**How to complete this task**
The first line of the entries and each line after it, through the one that contains "content:''; position:absolute; left:50%;", are to be duplicated exactly; no picture belongs in the copy.

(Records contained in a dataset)
● ● ● ● ●

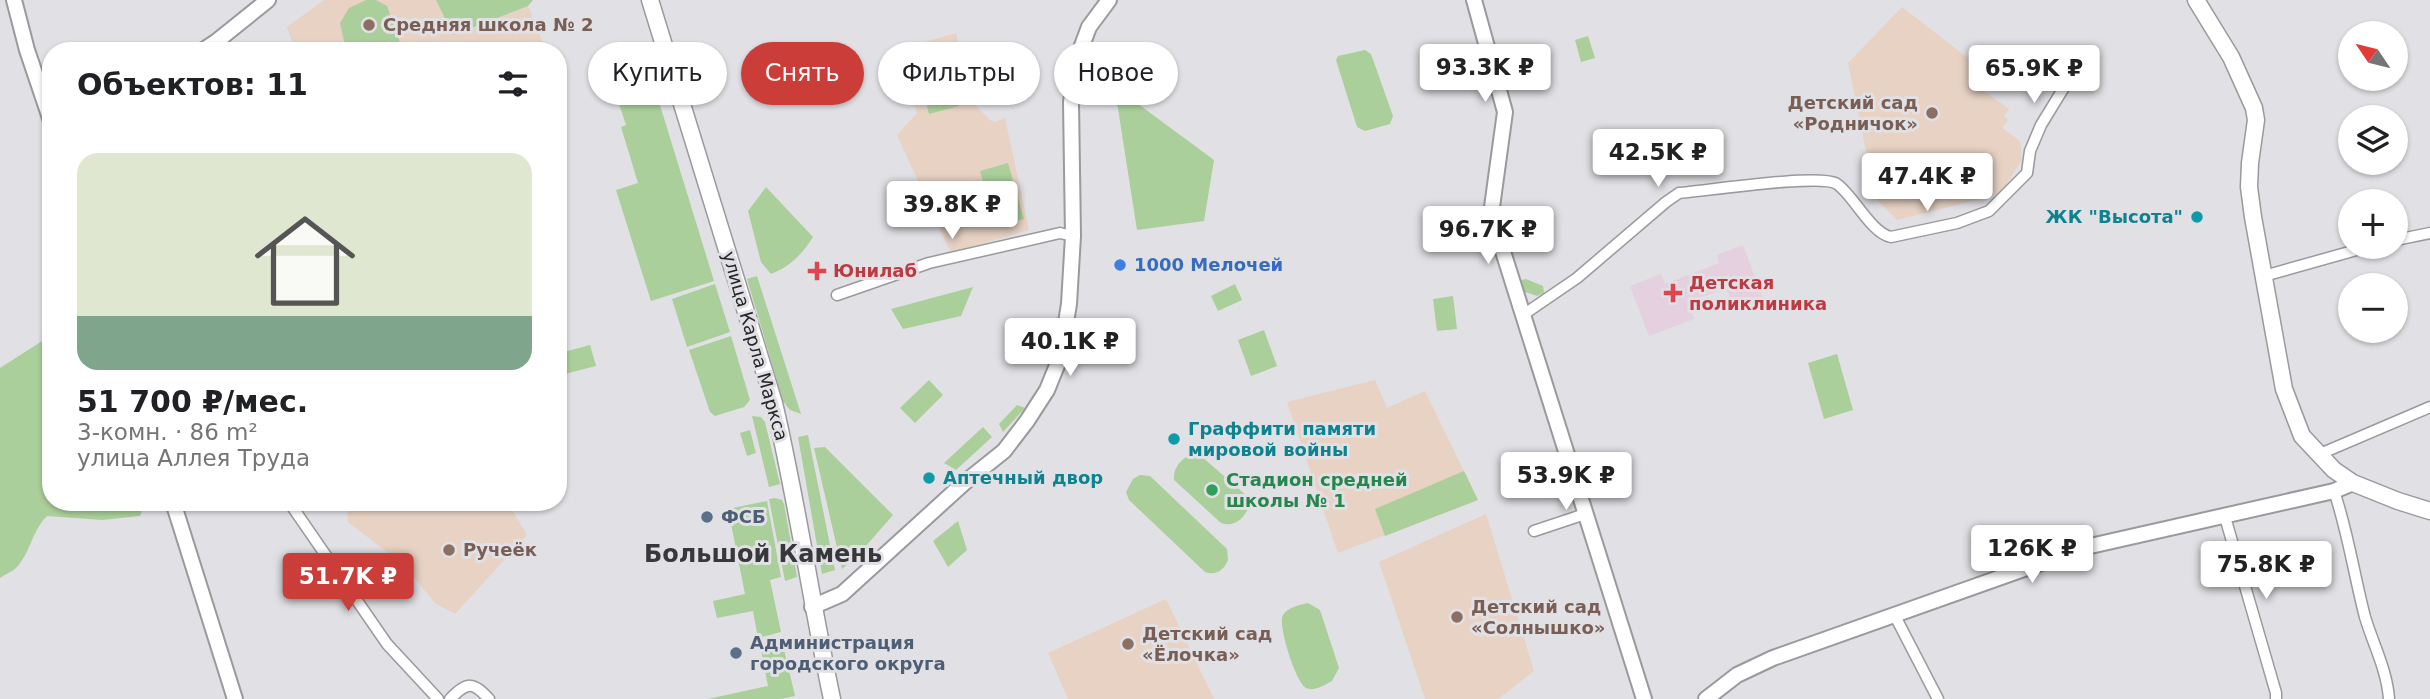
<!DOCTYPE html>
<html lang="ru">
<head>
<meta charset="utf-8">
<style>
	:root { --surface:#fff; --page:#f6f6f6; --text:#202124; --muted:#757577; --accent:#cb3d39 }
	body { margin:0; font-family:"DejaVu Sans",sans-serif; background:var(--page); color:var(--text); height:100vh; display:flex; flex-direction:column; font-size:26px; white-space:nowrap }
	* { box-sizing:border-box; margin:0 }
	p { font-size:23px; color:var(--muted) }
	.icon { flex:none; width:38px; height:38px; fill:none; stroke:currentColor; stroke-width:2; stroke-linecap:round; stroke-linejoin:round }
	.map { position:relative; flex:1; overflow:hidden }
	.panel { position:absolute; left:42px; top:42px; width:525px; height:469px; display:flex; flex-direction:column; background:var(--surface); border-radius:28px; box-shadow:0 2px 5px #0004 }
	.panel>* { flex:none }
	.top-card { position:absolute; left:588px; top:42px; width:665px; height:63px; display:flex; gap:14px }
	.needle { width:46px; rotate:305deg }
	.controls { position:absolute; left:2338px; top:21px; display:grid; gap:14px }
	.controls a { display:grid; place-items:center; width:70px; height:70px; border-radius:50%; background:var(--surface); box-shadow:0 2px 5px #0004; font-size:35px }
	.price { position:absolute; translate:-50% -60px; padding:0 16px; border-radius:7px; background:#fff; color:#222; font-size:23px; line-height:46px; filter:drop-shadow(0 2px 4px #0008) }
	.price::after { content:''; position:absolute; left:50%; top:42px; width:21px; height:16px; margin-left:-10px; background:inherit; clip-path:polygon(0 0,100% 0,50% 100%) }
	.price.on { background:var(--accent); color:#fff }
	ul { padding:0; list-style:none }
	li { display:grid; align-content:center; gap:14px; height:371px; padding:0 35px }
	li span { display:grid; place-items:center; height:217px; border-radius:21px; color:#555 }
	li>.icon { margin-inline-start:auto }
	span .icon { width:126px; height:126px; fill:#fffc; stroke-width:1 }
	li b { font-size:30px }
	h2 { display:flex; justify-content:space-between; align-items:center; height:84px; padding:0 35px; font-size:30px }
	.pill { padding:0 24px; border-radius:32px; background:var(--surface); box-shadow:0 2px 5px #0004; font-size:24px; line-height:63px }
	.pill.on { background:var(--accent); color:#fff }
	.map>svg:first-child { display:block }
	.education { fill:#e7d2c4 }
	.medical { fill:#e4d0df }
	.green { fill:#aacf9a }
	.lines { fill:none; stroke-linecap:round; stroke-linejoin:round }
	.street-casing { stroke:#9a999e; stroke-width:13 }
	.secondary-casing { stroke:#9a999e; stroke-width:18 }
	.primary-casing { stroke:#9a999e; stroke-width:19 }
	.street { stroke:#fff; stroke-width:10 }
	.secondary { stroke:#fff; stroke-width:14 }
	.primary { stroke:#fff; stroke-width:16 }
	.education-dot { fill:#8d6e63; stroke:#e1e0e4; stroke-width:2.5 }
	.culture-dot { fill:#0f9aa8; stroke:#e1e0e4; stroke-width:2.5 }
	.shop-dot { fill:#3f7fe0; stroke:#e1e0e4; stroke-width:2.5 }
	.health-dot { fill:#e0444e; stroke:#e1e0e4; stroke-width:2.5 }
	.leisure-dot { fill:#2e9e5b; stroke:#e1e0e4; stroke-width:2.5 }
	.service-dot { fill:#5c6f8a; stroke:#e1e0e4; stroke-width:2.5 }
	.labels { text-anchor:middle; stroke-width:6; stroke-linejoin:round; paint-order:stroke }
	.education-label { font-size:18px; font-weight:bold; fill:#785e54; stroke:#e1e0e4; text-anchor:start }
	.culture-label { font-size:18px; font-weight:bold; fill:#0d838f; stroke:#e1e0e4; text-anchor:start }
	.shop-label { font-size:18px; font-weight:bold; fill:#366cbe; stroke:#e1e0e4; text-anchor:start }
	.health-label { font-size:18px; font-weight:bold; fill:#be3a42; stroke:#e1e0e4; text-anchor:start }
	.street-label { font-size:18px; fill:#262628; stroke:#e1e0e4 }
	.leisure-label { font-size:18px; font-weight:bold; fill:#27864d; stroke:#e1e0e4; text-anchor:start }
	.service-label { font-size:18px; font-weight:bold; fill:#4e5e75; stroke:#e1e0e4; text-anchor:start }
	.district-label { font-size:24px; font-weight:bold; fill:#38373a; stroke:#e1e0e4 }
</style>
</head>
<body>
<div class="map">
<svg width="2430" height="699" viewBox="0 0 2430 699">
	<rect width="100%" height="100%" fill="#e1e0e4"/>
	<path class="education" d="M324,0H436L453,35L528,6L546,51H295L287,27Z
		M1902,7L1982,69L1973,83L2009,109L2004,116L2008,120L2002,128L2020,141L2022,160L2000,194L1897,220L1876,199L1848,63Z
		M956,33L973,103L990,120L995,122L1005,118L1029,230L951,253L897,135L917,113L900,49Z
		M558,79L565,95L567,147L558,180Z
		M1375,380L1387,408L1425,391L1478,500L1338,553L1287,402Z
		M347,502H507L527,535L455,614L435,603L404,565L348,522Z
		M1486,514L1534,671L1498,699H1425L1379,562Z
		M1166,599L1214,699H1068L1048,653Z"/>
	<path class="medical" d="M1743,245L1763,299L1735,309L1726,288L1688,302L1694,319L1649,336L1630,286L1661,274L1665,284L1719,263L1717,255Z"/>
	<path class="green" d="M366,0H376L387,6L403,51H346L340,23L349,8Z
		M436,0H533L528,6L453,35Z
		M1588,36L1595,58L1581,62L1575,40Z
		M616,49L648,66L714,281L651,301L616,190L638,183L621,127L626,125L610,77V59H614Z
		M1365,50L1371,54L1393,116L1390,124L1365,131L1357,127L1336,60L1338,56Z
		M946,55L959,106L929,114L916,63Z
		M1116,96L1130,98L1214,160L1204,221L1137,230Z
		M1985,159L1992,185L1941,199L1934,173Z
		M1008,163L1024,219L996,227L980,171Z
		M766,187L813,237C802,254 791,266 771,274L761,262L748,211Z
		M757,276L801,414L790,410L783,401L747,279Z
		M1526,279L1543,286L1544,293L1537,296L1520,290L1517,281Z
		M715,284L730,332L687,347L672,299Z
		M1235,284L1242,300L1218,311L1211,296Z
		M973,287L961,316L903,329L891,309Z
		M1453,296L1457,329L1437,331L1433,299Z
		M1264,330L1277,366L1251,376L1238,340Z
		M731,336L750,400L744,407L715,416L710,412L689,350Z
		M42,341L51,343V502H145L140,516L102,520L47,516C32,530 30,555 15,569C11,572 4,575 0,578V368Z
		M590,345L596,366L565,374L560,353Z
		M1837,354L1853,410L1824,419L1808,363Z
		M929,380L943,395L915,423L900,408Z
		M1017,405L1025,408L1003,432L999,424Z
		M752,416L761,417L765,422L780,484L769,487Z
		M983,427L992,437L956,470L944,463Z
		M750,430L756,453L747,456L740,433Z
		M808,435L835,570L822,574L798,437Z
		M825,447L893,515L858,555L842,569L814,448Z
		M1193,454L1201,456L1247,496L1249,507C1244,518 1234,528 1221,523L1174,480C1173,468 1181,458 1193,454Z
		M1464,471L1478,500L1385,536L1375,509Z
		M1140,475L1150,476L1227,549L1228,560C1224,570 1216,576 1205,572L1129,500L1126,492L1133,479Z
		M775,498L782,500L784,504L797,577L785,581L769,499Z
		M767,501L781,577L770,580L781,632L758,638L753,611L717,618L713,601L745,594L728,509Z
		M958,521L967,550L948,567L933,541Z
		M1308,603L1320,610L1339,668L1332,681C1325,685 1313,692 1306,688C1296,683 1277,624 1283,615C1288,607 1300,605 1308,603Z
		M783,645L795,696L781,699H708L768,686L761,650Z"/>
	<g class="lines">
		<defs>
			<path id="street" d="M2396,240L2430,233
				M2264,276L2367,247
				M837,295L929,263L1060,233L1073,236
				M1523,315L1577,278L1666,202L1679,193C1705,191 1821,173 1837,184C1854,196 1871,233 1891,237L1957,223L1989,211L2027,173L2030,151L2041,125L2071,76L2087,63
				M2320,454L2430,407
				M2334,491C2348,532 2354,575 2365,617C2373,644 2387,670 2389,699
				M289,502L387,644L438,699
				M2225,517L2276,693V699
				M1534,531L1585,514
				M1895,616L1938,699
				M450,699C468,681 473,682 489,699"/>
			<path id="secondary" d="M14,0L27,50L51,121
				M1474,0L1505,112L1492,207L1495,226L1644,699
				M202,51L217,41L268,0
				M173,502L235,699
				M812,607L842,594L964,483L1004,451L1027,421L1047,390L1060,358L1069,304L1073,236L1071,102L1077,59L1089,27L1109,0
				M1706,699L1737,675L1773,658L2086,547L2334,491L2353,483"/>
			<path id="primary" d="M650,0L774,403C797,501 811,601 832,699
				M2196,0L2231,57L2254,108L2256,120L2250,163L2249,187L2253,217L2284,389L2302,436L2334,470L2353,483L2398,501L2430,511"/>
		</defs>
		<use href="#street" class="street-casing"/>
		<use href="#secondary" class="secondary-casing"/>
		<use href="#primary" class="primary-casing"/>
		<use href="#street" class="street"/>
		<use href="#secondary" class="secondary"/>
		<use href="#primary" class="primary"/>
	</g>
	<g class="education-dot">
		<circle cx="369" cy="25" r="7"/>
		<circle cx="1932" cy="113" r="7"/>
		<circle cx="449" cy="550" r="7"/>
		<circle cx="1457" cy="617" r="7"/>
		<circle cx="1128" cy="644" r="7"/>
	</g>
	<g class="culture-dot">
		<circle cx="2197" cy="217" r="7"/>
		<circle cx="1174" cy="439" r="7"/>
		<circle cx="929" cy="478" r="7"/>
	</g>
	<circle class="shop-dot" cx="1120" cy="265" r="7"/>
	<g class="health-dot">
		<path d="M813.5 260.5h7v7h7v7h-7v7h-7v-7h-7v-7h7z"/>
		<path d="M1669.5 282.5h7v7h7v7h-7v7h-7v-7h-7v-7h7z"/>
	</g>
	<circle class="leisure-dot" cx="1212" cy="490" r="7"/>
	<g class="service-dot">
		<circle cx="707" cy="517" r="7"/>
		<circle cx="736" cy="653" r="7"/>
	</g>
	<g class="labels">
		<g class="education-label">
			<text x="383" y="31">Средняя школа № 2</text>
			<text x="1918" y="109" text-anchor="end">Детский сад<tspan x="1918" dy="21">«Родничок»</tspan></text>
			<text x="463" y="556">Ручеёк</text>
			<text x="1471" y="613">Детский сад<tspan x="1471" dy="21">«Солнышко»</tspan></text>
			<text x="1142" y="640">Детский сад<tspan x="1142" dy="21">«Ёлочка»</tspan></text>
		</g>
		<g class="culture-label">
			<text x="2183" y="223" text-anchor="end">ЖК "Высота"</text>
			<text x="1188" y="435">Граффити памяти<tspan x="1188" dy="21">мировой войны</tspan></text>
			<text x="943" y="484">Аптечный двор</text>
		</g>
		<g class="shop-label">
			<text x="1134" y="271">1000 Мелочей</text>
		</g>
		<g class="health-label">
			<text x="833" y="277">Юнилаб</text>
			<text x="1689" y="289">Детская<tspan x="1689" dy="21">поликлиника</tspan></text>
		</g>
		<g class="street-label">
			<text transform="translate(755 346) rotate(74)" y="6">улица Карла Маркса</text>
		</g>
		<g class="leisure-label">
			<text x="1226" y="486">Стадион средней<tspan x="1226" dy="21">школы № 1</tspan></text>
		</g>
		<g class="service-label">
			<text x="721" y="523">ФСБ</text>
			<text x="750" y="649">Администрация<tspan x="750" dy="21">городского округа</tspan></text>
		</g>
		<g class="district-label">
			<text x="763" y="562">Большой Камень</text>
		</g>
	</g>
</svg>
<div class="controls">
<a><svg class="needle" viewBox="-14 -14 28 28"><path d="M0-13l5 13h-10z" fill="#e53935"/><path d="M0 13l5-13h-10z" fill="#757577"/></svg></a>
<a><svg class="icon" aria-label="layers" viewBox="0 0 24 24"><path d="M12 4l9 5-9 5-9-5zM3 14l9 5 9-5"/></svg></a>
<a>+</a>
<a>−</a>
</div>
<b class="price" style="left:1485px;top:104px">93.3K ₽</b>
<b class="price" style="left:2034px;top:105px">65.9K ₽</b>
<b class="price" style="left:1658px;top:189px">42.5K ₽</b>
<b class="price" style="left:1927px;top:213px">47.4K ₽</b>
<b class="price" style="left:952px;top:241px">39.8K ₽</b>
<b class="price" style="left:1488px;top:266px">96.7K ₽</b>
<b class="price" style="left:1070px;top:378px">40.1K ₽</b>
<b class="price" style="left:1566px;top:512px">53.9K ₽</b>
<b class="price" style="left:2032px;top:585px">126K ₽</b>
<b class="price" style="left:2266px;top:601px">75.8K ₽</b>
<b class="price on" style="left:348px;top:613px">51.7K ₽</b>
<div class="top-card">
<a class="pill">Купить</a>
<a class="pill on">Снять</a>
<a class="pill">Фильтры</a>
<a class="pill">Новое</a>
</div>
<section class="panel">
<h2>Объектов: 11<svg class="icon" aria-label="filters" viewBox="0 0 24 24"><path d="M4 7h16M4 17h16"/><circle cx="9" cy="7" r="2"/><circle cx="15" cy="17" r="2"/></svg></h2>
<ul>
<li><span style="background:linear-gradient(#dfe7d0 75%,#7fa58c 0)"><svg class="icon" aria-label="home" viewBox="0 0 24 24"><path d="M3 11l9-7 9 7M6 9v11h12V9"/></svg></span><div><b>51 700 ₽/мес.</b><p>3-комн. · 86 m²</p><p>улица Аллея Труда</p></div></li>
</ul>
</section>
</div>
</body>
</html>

● ● ● ● ●

**Result for this task**
<!DOCTYPE html>
<html lang="ru">
<head>
<meta charset="utf-8">
<style>
	:root { --surface:#fff; --page:#f6f6f6; --text:#202124; --muted:#757577; --accent:#cb3d39 }
	body { margin:0; font-family:"DejaVu Sans",sans-serif; background:var(--page); color:var(--text); height:100vh; display:flex; flex-direction:column; font-size:26px; white-space:nowrap }
	* { box-sizing:border-box; margin:0 }
	p { font-size:23px; color:var(--muted) }
	.icon { flex:none; width:38px; height:38px; fill:none; stroke:currentColor; stroke-width:2; stroke-linecap:round; stroke-linejoin:round }
	.map { position:relative; flex:1; overflow:hidden }
	.panel { position:absolute; left:42px; top:42px; width:525px; height:469px; display:flex; flex-direction:column; background:var(--surface); border-radius:28px; box-shadow:0 2px 5px #0004 }
	.panel>* { flex:none }
	.top-card { position:absolute; left:588px; top:42px; width:665px; height:63px; display:flex; gap:14px }
	.needle { width:46px; rotate:305deg }
	.controls { position:absolute; left:2338px; top:21px; display:grid; gap:14px }
	.controls a { display:grid; place-items:center; width:70px; height:70px; border-radius:50%; background:var(--surface); box-shadow:0 2px 5px #0004; font-size:35px }
	.price { position:absolute; translate:-50% -60px; padding:0 16px; border-radius:7px; background:#fff; color:#222; font-size:23px; line-height:46px; filter:drop-shadow(0 2px 4px #0008) }
	.price::after { content:''; position:absolute; left:50%; top:42px; width:21px; height:16px; margin-left:-10px; background:inherit; clip-path:polygon(0 0,100% 0,50% 100%) }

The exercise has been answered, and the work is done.